As planned when DHS began providing interpreters, authorities ordered the department to go back to the original regulations requiring applicants bring their own interpreters to interviews.

"What we learned during the time of COVID was that there really isn't a need for DHS to require people to bring their own interpreter as the rule the existing rule requires," said Luz Lopez, senior supervising attorney for the Immigrant Justice Project at the Southern Poverty Law Center. "It is fine. The government can function fine providing the interpreter services itself."

Lopez said fairness is at stake.

She said Executive Order 13166 requires the federal government to comply with language access regulations similar to Title VI of the 1964 Civil Rights Act.

"In order to have a fair asylum proceeding, you need to make sure that an interpreter is qualified that they can accurately and effectively interpret," she said. "The only way we can really guarantee that is to have persons who are professionals interpreting. We do that when we have criminal proceedings in state or federal court cause we know the importance of having accurate interpretation and translation of documents. So when we're talking about asylum seekers during an asylum interview how important would it be to have a qualified interpreter? It can be the difference between that person's life or death."

Miami-based immigration attorney Willie Allen said the current regulation leaves people vulnerable.

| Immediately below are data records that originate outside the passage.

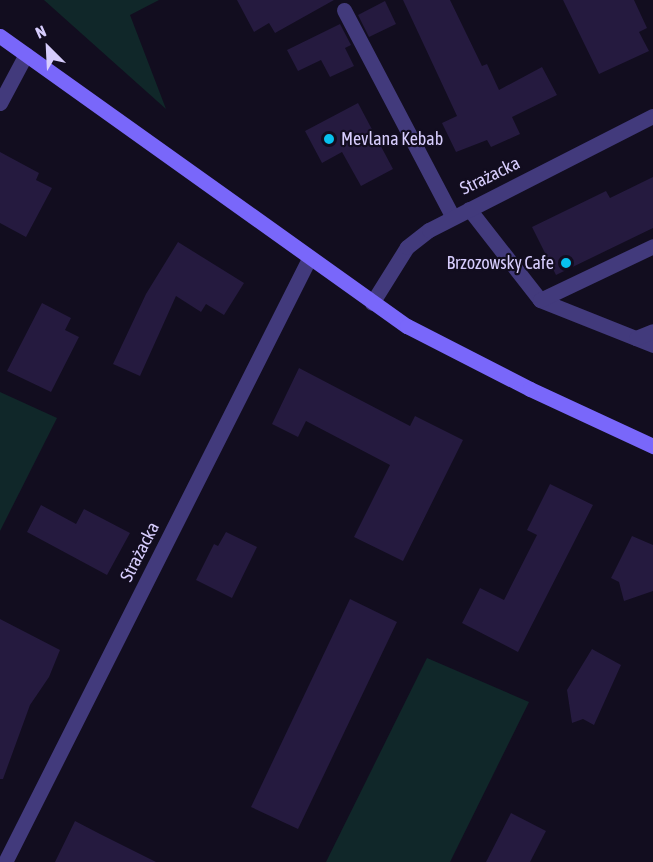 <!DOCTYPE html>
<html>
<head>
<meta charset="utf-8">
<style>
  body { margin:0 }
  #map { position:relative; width:653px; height:862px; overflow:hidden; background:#120d1f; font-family:"Asap Condensed",sans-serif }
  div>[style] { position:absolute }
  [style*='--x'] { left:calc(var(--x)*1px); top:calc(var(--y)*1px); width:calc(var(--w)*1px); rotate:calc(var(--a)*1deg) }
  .green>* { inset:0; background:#102729 }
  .building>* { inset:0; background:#251a3f }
  .lane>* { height:15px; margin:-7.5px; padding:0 7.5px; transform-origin:7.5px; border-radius:7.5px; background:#423a7c }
  .street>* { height:15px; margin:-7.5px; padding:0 7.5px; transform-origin:7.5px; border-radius:7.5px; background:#423a7c }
  .secondary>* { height:15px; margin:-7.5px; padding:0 7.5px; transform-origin:7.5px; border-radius:7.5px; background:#7967fa }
  .dots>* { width:16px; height:16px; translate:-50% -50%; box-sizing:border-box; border:3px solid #120d1f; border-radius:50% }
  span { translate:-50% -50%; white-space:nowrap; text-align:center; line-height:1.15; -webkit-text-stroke:4.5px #120d1f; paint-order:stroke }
  .poi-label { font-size:18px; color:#d7cdfd }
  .left { translate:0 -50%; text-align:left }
  .right { translate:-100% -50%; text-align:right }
  .street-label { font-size:18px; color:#d7cdfd }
  .north { position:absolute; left:18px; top:18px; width:60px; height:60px; -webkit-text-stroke:4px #120d1f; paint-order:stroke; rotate:336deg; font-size:16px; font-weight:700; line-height:24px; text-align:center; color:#d7cdfd }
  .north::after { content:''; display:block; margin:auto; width:21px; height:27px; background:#d7cdfd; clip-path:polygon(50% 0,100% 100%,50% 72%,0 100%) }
</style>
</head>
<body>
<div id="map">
  <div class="green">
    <div style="clip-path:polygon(44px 0,159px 0,130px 15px,166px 109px)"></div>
    <div style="clip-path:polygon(0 392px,57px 418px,0 531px)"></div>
    <div style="clip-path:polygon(427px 658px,529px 702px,450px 862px,326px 862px)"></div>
  </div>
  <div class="building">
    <div style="clip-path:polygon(237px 0,334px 0,275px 33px,269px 23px,254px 32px)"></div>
    <div style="clip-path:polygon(403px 0,450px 0,482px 66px,487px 64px,499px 90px,542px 67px,557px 95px,512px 117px,520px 134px,491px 147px,487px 140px,456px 152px,442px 123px,457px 116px)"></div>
    <div style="clip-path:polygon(563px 0,634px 0,647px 28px,639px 32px,649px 51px,599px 74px)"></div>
    <div style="clip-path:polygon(385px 1px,396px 24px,369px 37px,358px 15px)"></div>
    <div style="clip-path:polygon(340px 24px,351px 45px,345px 48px,354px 66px,330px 77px,321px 60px,298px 71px,287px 50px)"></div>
    <div style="clip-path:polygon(358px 103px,393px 169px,361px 186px,342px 152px,322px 163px,305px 131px)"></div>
    <div style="clip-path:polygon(0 152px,39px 173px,36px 180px,52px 188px,26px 237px,0 223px)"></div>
    <div style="clip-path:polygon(653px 177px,653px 228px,556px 275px,532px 227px,606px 191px,610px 198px)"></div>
    <div style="clip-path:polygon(178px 242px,244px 283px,224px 315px,206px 304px,201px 312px,176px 296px,140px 376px,113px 364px,146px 294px)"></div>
    <div style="clip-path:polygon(42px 303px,71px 318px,65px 330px,79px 337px,51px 392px,7px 371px)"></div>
    <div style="clip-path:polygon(299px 368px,410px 426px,415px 416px,463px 440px,403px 561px,354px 537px,390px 465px,306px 421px,298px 437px,272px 424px)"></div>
    <div style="clip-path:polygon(550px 484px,593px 505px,518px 652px,462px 623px,480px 588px,504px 600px,537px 535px,527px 530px)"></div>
    <div style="clip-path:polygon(41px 505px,76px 524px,84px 509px,130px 533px,107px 575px,27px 532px)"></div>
    <div style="clip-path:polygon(226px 532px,257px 547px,232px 598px,196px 580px,214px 544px,218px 546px)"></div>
    <div style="clip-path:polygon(632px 536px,653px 545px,653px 591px,624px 601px,619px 582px,611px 578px)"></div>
    <div style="clip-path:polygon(350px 599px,397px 622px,298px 829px,251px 807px)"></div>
    <div style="clip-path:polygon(0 619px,60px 650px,49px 677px,30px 705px,3px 779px,0 779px)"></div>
    <div style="clip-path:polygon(592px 649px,621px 665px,594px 725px,583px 719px,572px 723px,567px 690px)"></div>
    <div style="clip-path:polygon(511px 813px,546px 831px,530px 862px,486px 862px)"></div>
    <div style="clip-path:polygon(75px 821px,100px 834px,156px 862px,55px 862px)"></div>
  </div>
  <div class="lane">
    <div style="--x:344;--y:10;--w:233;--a:62.3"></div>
    <div style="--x:0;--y:103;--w:55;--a:-62"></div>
    <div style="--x:469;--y:209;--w:115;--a:52"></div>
    <div style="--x:540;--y:300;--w:122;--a:21.7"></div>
    <div style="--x:540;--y:300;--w:125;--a:-25.5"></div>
    <div style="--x:636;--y:338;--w:18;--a:-22"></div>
  </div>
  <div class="street">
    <div style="--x:372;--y:303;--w:66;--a:-58"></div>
    <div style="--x:407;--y:247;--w:28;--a:-38"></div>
    <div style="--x:429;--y:230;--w:251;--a:-27"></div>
    <div style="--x:5;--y:862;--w:675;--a:-63.25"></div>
  </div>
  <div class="secondary">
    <div style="--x:0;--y:36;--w:500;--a:35.5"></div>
    <div style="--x:407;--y:326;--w:138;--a:27.1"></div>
    <div style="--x:530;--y:389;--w:136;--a:24.9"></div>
  </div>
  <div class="dots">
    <div style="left:329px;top:139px;background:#08c1ee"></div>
    <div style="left:566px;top:263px;background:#08c1ee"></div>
  </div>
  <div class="poi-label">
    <span class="left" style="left:341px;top:139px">Mevlana Kebab</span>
    <span class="right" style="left:554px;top:263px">Brzozowsky Cafe</span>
  </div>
  <div class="street-label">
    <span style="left:490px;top:176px;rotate:-26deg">Strażacka</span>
    <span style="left:140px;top:552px;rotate:-63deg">Strażacka</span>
  </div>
  <div class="north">N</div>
</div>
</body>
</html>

He thinks people working through the process alone could be scammed.

"You're depending entirely on the interpreter," Allen said. "A poor interpreter, somebody that has not been certified or not had the experience being an interpreter concerns (me) in how you can tell your story and how it comes across. It's so important to be able to tell your story correctly with a correct language. The difference between winning and losing is in the translation."

In Creole, affirmative asylum seeker Romel, who also did not provide his full name, said he is concerned interpreters will give agents the wrong information. He experienced it when he came to port from Haiti.

"They asked him if he's experienced incredible fear," said Itiah Daho Fon, Romel's immigration document preparer while outside DHS's Miami asylum office Thursday. "He does not remember at all that they have asked him that."

The answer given by a translator he found at the port to immigration authorities pushed his application into the defensive asylum seeking portal, which delayed his quest for affirmative asylum.

"It's not a word for word translation," Daho Fon said. "You really have to also have a certain level of legality to understand the legal terms to use."

Allen and Lopez said interpretation problems have led to families being separated or worse.

Irma said robbers took everything from her family back in Peru. They stole her front door, kidnapped her son and when she and the teen were reunited, the attackers assaulted and threatened to kill them.

Both escaped soon after. 

However, with no job, no documentation and so far no lawyer to help, she is searching for someone to help translate her story in a way that wins asylum and keeps her son out harms way.